La clé de l’énigme se trouve peut-être du côté de Tabarka. Ce sont en effet des pêcheurs de Trapani qui ont, les premiers, exploité ses bancs de corail dès le 15e siècle, avant même l’arrivée des Génois. Et c’est peut-être là qu’ils auraient appris à préparer ce vieux plat berbère – ils auraient eu le temps depuis de l’accommoder… à leur propre sauce. A moins qu’ils n’aient été initiés à ce plat plus tard, au 19e siècle. Spécialistes reconnus de la pêche au thon, les pêcheurs de Trapani ont posé une première “tonnara” (filet pour piéger les thons) dès 1815 à Cap Zebib et faisaient de multiples incursions dans les eaux tunisiennes.

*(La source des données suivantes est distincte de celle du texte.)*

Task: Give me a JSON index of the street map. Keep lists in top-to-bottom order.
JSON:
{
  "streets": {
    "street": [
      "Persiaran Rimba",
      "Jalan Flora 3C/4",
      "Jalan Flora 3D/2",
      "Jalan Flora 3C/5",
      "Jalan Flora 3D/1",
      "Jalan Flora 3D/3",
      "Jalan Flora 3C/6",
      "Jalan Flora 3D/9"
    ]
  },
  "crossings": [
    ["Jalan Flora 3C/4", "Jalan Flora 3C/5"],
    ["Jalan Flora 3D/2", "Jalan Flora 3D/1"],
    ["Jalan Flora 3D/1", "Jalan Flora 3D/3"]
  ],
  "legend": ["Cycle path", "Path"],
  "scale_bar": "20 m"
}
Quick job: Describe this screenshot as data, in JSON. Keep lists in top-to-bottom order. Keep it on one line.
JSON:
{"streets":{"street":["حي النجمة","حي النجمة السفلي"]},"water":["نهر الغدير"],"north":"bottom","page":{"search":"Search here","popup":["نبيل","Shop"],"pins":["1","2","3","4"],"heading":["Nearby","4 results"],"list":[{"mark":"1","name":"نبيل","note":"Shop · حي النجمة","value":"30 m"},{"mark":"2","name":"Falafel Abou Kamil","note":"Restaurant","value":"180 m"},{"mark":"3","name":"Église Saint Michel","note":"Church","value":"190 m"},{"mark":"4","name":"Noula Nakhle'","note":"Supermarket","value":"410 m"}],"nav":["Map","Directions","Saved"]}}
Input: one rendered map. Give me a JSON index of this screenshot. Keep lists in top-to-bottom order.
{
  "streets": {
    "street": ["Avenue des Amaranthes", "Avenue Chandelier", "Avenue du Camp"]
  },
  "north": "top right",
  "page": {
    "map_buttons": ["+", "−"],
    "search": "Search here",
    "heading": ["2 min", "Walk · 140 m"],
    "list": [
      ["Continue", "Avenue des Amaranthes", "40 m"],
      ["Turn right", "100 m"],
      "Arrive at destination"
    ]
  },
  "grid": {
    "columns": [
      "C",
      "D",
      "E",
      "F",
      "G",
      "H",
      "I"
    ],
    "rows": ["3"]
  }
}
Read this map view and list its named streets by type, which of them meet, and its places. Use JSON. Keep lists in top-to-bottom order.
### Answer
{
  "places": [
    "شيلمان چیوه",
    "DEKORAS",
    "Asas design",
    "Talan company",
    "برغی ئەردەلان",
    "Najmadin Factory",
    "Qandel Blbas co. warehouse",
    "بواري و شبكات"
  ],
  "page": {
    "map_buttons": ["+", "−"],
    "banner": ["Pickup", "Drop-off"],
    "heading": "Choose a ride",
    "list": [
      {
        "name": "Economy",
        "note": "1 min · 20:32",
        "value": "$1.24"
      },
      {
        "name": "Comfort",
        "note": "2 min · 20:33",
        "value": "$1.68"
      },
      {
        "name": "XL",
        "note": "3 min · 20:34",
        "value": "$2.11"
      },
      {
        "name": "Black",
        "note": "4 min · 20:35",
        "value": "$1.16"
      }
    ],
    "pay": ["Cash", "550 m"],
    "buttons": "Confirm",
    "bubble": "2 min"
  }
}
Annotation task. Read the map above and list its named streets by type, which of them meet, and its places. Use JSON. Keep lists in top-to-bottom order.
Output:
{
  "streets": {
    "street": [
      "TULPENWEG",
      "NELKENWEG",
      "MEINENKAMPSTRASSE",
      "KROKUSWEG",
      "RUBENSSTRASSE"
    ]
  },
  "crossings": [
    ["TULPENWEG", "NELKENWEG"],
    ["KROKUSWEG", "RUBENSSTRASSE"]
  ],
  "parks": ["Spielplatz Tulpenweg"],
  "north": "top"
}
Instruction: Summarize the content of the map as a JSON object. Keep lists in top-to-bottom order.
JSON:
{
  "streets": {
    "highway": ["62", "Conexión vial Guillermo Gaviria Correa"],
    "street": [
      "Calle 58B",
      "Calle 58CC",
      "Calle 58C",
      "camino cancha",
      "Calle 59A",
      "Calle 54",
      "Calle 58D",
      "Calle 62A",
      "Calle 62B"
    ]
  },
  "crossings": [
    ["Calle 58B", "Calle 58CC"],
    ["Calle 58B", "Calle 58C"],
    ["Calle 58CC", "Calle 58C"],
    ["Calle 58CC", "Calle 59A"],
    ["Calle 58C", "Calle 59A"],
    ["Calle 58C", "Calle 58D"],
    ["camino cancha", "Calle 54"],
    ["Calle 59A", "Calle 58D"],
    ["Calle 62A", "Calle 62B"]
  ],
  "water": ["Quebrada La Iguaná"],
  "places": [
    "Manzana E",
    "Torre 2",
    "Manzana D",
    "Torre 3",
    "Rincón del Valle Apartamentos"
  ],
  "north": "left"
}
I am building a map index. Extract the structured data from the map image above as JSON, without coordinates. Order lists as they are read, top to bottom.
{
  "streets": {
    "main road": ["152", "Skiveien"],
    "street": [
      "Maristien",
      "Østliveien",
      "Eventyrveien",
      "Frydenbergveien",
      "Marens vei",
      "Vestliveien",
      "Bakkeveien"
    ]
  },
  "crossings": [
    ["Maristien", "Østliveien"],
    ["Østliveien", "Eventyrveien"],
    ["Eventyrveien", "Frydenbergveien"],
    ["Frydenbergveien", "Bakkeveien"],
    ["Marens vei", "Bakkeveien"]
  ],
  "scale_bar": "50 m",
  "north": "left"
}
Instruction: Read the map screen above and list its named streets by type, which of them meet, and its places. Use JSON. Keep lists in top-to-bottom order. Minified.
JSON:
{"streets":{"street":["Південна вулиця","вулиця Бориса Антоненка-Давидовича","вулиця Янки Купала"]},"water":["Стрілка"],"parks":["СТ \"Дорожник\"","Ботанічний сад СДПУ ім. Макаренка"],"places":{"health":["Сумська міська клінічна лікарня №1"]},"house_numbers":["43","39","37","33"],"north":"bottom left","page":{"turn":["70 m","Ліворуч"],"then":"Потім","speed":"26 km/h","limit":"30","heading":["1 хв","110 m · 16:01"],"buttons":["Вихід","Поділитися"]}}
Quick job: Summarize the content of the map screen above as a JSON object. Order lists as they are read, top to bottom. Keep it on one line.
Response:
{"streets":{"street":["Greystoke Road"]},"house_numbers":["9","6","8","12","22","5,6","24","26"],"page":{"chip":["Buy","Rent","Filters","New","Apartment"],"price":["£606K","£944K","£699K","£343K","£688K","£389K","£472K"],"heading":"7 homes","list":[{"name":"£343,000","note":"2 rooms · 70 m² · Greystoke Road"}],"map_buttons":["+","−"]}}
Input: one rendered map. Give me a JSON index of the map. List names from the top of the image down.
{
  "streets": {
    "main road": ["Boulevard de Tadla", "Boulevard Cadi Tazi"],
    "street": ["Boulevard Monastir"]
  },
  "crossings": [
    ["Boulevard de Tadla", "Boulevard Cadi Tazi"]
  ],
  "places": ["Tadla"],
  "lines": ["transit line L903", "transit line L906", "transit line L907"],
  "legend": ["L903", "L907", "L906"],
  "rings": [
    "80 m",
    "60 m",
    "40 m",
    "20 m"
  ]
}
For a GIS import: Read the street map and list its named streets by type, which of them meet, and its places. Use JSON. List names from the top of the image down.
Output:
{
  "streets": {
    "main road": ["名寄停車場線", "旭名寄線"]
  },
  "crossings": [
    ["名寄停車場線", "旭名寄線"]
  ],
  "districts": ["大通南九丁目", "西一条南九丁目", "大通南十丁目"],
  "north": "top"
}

La Madone qui veille sur le port de Trapani connaît peut-être la réponse, elle dont la statue était naguère portée en procession chaque année, au 15 août, par la foule des Siciliens dans les rues de La Goulette aux cris de « E vivà è vivà la Santà Madonna di Trapani »…

 

Motyé, Lilybée : nos ancêtres les Phéniciens

Située sur une petite île à l’ouest de la Sicile, fondée par les Phéniciens un siècle après Carthage, Motyé a connu la prospérité avant d’être détruite par les Grecs de Syracuse en 397 avant J.-C. Comme Carthage, Motyé possédait un Cothon, port artificiel rectangulaire creusé dans le rocher, et un Tophet rempli de stèles et d’urnes funéraires. On y adorait Baal et Tanit. Et comme à Djerba, les Phéniciens y avaient construit une chaussée, aujourd’hui submergée, reliant l’île à la côte.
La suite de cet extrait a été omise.